If you claim your Social Security Retirement benefits before your Full Retirement Age and you are still working, you must be aware of the Earnings Limit. It you exceed the limit, a portion of your Social Security benefit may be recaptured.
Investment gains and dividends
Gains on the sale of stocks, bonds, mutual funds and exchange traded funds (ETF) held for more than a year are taxed at the preferential long term capital gains rates. “Qualified Dividends” received on stocks, mutual funds and ETFs are also taxed at long term rates. Long term capital gains tax rates range from 0% to 20%.
There are many different types of annuities. However, the taxation of money you receive from an annuity will follow the same rule.
Any money received that has not been previously taxed is taxable at ordinary income tax rates.
Annuities may pay out taxable earning first and in full before the cost basis/principal, which would not be subject to taxes, is paid out.
Municipal bond interest
The appeal of investing in municipal bonds is that the interest is tax-free at the federal level. For bonds issued in the taxpayer’s home state interest is generally income tax free at the state level, too.
The reality of municipal bonds is that the net interest after taxes may be lower than a comparable taxable bond.
Nontaxable muni bond interest can result in higher Medicare premiums.
Medicare taxes and surcharges
High-income taxpayers are subject to special taxes that help fund Medicare.
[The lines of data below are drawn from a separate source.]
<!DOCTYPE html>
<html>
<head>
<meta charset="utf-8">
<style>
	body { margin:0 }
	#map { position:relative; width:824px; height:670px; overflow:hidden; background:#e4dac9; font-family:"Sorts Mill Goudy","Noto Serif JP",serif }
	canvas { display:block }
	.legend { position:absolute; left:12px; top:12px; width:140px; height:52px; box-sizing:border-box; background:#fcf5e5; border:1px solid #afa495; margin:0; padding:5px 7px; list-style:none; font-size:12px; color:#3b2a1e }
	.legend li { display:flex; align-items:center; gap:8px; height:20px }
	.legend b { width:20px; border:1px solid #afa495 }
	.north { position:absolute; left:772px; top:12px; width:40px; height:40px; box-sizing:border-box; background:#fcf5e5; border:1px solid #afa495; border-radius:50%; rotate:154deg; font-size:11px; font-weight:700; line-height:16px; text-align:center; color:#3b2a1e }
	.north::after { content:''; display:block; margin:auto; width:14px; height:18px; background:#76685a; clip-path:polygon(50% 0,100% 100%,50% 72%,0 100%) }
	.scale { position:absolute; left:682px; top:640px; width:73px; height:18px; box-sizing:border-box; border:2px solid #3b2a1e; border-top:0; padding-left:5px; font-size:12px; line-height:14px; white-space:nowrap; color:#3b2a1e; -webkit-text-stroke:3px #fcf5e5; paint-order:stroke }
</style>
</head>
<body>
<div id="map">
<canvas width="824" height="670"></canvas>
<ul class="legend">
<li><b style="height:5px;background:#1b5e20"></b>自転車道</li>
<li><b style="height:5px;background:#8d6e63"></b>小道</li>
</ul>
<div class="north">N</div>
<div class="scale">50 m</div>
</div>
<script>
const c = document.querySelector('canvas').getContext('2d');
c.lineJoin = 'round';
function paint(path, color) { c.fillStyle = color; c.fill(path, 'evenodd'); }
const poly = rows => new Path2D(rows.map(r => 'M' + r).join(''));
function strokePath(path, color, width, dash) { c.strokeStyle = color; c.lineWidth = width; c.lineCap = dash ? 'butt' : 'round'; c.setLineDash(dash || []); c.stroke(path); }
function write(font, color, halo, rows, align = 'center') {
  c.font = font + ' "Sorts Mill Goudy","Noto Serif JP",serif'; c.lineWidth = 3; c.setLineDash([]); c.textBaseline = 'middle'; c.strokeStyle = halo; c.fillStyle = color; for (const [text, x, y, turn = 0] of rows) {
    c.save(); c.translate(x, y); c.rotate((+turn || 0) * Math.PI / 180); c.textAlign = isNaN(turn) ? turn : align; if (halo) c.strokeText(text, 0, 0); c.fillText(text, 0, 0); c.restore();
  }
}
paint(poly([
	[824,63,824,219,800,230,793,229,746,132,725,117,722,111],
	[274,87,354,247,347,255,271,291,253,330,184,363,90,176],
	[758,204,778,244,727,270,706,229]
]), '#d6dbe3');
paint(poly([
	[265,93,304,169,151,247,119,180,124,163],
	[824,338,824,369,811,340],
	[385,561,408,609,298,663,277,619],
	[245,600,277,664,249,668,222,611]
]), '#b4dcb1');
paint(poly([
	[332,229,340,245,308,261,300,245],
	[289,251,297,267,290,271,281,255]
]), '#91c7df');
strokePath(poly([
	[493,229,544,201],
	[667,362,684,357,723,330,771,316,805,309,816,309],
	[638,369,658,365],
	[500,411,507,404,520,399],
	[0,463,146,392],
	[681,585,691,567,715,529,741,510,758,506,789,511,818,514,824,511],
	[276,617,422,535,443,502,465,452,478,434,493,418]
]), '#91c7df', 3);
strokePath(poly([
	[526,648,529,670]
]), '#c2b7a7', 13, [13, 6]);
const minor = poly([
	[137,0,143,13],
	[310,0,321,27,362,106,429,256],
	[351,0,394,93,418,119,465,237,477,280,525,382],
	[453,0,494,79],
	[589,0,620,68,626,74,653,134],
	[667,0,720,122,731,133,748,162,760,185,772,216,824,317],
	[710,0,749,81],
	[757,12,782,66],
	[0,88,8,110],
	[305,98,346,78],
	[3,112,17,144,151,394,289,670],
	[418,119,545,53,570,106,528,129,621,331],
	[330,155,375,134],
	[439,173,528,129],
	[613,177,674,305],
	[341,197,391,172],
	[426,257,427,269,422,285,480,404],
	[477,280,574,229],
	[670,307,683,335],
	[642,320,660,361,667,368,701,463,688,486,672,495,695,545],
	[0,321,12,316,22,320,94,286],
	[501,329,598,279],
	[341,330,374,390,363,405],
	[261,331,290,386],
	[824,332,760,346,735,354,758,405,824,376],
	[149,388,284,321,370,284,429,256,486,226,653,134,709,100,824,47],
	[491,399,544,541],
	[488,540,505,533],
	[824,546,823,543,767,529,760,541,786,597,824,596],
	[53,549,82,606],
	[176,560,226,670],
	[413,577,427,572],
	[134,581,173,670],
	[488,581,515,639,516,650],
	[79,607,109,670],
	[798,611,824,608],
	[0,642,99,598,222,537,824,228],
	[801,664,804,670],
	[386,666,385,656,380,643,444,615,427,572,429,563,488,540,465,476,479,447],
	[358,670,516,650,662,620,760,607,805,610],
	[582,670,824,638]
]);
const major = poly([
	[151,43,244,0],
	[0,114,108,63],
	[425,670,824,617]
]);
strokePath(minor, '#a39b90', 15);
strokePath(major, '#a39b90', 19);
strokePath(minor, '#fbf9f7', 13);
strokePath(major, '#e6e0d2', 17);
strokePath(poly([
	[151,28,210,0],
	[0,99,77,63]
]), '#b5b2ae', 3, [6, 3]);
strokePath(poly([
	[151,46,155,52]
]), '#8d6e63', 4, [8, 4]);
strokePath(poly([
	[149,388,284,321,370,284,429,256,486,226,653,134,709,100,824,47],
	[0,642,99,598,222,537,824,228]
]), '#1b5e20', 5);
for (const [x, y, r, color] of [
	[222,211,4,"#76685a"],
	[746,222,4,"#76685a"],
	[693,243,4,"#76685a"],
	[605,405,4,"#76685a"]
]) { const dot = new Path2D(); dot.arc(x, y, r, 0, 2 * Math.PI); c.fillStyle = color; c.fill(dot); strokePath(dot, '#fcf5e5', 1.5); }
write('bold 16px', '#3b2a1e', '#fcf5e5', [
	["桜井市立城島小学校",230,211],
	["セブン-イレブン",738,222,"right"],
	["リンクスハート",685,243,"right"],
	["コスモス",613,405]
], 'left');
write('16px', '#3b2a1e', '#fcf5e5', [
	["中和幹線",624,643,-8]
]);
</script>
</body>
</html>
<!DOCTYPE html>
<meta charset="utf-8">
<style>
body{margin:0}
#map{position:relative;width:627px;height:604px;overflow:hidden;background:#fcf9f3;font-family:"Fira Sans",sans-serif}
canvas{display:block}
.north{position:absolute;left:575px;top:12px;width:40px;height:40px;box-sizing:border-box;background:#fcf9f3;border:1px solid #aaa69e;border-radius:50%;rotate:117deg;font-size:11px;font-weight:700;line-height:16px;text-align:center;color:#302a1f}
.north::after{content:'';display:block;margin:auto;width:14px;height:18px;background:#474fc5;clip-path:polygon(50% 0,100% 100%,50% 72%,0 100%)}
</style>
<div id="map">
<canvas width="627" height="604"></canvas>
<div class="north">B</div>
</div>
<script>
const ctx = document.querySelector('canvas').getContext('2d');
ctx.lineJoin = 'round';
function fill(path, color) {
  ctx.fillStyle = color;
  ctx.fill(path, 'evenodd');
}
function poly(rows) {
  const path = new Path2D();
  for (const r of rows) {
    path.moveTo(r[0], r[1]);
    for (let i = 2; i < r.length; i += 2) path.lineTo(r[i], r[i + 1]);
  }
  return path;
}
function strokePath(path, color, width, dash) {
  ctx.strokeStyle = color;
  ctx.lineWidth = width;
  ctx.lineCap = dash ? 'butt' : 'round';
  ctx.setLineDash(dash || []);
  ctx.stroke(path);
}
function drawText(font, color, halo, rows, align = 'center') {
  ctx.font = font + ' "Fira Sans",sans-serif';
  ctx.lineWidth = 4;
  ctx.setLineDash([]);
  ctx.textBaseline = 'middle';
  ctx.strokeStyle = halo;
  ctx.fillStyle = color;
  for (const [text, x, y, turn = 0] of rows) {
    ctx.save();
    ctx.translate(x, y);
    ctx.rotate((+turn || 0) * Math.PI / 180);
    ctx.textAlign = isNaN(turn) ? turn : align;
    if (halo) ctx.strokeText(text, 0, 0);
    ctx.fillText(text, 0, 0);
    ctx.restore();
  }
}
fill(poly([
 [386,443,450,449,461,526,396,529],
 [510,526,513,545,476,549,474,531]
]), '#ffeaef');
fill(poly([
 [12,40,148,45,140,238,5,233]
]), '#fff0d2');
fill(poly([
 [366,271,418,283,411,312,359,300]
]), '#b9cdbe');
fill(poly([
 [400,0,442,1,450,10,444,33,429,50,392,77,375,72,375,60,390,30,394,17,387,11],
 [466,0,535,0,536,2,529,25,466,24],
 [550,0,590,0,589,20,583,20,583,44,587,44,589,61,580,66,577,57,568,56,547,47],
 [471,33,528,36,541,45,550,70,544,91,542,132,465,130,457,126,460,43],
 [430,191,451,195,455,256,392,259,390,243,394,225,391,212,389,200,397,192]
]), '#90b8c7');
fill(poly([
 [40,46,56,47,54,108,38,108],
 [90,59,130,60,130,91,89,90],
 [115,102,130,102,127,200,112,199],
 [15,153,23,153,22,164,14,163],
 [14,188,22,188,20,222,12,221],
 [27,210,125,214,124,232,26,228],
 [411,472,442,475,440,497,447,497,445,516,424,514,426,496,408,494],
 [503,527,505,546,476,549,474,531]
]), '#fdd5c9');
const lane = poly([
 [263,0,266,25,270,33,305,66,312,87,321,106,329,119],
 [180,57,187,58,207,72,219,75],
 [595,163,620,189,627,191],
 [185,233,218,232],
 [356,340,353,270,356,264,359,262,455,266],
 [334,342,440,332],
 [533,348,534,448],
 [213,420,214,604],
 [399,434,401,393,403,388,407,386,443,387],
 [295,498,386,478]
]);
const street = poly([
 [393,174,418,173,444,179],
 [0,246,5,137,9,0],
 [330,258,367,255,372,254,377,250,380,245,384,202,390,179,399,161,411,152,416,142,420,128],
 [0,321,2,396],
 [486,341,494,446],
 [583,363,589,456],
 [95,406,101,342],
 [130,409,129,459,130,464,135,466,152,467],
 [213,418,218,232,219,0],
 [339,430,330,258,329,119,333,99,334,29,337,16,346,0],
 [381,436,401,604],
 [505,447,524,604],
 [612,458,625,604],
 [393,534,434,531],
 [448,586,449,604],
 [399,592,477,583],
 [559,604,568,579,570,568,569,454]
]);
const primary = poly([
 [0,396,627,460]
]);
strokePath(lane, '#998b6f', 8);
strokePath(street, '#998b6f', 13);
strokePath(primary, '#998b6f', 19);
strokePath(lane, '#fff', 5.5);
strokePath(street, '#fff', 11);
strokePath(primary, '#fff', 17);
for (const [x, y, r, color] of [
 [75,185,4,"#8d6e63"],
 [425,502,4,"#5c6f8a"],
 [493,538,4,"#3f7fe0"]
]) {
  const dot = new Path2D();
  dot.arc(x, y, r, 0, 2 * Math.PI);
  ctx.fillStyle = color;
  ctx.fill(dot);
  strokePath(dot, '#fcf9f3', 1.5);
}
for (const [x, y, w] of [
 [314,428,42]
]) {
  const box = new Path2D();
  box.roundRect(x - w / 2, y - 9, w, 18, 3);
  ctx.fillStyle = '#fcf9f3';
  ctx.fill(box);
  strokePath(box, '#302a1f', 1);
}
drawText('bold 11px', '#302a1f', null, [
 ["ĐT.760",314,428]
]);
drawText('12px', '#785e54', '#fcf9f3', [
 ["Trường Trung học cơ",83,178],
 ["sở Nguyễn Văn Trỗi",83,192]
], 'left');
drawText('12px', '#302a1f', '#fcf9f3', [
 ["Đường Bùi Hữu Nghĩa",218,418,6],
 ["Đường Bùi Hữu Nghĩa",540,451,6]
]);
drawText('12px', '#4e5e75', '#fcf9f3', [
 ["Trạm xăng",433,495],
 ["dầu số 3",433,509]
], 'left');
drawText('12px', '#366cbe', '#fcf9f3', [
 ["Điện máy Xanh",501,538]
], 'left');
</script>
If net investment income exceeds $200,000 for single individuals or $250,000 for married taxpayers, they will pay an additional 3.8% tax, boosting the maximum capital gains rate as high as 23.8% (20% + 3.8%).
Working taxpayers must pay an additional 0.9% in payroll taxes to help fund Medicare if their earned income exceeds the $200,000/$250,000 thresholds.
High-income Medicare beneficiaries also pay larger monthly premiums for Part B and D when their modified adjusted gross income tops $85,000 for singles and $170,000 for married couples.